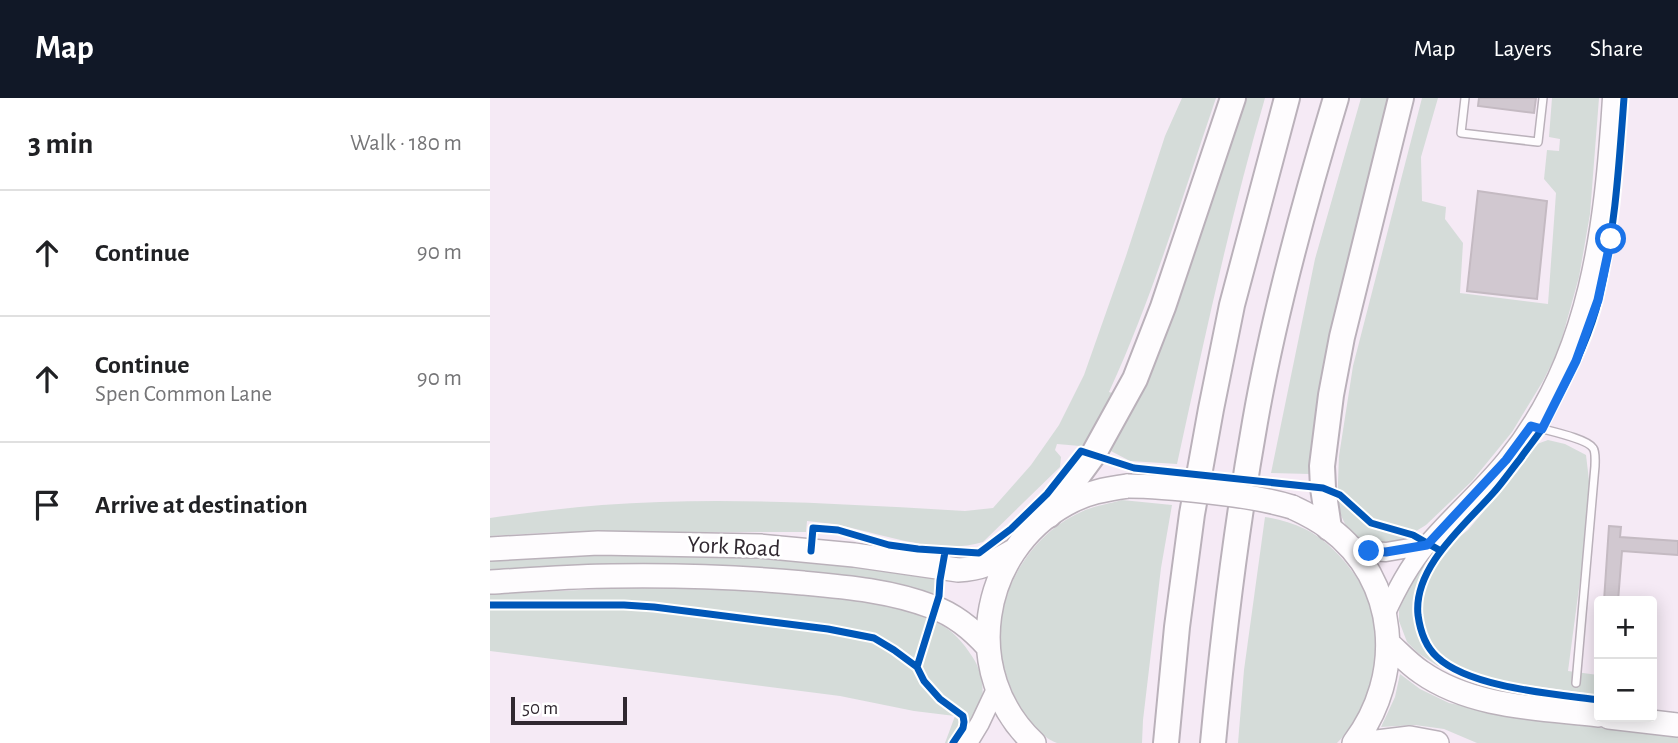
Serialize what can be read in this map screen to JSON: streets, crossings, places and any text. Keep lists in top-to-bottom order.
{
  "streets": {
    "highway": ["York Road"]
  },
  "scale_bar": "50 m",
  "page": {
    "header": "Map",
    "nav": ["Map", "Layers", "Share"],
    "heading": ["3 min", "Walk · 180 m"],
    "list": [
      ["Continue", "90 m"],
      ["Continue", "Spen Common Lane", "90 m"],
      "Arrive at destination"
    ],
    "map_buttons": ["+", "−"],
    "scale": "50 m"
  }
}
#####
Task prompt: Reproduce all the entries above exactly. Include no images.

Written reply:
Serialize what can be read in this map screen to JSON: streets, crossings, places and any text. Keep lists in top-to-bottom order.
{
  "streets": {
    "highway": ["York Road"]
  },
  "scale_bar": "50 m",
  "page": {
    "header": "Map",
    "nav": ["Map", "Layers", "Share"],
    "heading": ["3 min", "Walk · 180 m"],
    "list": [
      ["Continue", "90 m"],
      ["Continue", "Spen Common Lane", "90 m"],
      "Arrive at destination"
    ],
    "map_buttons": ["+", "−"],
    "scale": "50 m"
  }
}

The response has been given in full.